Mr Adams, who is due to meet the Taoiseach Mr Ahern in Dublin on Monday and flies to London for his engagement with Mr Blair today, yesterday described the four-member IMC as "a collection of spies, spooks, retired civil servants and failed politicians".
Mr Blair, however, at his monthly Downing Street press conference yesterday said the IMC, which recommended financial penalties against Sinn Féin and the Progressive Unionist Party because of IRA and loyalist activity, was an independent body and that it would have significant future involvement in the political process.
"It is going to play a central role because people in Northern Ireland, and indeed in the Republic of Ireland, can see the full extent of paramilitary activity and can recognise therefore the justice of the demand being made by the British and Irish governments, \ all the other political parties in Northern Ireland, that anybody who wants to be a part of the government of Northern Ireland has to be clean from any association with paramilitary activity of whatever sort."
The Prime Minister, who meets Mr Adams, Mr Martin McGuinness and Sinn Féin's Dublin European election candidate, Ms Mary Lou McDonald, today, said that paramilitarism was the remaining obstacle to the reinstatement of the institutions of the Belfast Agreement.
"The only way we are going to deal with this is to make sure that people face up to the basic issue, which is that we have everything agreed in Northern Ireland and we just need one thing to come into place - that is the acceptance by everybody that we can no longer tolerate any level of paramilitary activity," said Mr Blair.
Mr Adams said he "totally and absolutely" rejected and greatly resented the "effort by the two governments" to penalise and discriminate against Sinn Féin. "There are some who think that there is a case of going with the flow on these matters. It is not. It is a matter of political principle. And for that reason I have been publicly very, very critical of the Irish Government," he said.
He added that it was his clear understanding that the cancellation of next week's London talks involving Mr Ahern, Mr Blair and the Northern parties was at the request of the Irish Government.
Mr Adams said that the SDLP's defence of the IMC report was "disgraceful, as are that party leadership's assurances to Mr Blair that Tuesday's publication of the report 'had the potential to be a good day for the peace process'".

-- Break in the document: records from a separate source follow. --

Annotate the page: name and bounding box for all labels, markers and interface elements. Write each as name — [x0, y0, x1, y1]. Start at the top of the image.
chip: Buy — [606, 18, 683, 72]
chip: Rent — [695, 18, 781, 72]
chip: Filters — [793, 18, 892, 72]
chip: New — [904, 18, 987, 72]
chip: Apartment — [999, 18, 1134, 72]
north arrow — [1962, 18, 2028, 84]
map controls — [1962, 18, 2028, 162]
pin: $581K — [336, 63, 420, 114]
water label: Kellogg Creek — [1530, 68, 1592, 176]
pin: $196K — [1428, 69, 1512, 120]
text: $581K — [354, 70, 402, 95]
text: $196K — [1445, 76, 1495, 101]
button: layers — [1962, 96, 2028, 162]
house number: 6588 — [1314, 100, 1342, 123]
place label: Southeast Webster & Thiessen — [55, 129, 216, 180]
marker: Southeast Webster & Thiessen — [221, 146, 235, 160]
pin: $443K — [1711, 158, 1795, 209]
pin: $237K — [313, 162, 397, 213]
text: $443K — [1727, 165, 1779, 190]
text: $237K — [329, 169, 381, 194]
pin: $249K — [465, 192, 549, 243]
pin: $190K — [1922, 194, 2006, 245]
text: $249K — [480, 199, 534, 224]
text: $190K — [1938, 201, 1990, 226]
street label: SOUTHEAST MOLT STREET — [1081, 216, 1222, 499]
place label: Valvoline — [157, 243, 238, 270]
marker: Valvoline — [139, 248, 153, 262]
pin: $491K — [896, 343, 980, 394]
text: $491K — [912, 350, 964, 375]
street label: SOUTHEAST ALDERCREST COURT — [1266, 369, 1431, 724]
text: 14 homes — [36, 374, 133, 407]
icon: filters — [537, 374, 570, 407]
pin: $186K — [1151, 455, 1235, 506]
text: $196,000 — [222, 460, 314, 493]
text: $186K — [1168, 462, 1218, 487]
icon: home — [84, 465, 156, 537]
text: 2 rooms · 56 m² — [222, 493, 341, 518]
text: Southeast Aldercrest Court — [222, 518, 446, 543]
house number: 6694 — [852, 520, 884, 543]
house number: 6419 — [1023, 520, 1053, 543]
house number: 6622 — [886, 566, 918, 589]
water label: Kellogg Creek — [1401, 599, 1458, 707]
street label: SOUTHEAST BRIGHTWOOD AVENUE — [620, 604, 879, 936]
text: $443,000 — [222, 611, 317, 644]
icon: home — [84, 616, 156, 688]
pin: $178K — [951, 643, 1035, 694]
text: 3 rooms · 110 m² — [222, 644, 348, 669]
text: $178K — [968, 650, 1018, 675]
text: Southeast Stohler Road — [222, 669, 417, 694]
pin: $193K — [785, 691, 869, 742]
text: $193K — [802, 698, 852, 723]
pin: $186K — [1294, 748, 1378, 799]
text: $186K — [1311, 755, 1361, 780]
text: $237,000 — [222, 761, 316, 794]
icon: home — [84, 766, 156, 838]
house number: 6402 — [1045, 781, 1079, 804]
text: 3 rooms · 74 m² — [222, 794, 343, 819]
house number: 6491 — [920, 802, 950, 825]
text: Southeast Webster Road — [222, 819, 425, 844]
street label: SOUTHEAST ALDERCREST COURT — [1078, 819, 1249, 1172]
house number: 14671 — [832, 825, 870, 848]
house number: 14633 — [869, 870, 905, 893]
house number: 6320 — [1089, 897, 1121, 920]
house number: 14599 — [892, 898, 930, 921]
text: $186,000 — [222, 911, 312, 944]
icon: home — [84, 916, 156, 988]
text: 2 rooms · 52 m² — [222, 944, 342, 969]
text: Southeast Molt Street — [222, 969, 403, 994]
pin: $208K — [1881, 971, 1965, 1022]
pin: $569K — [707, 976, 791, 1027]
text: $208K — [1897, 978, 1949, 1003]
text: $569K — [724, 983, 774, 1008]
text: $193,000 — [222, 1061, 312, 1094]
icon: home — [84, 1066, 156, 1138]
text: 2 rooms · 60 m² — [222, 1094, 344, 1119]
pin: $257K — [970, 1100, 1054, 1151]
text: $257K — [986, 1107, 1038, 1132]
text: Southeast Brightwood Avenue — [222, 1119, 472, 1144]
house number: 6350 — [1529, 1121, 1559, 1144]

The SDLP leader, Mr Mark Durkan, said that "instead of lashing out at the SDLP, Mr Adams should use his influence over the IRA to end paramilitary activity. The PUP and loyalists must do likewise.
"The IMC report confirmed the truth - the IRA and loyalist paramilitaries are beating people up and ripping people off. That is what is disgraceful.
"Just as some people cannot handle the truth about collusion revealed by Cory, it is clear that some people cannot handle the truth about paramilitarism," he said.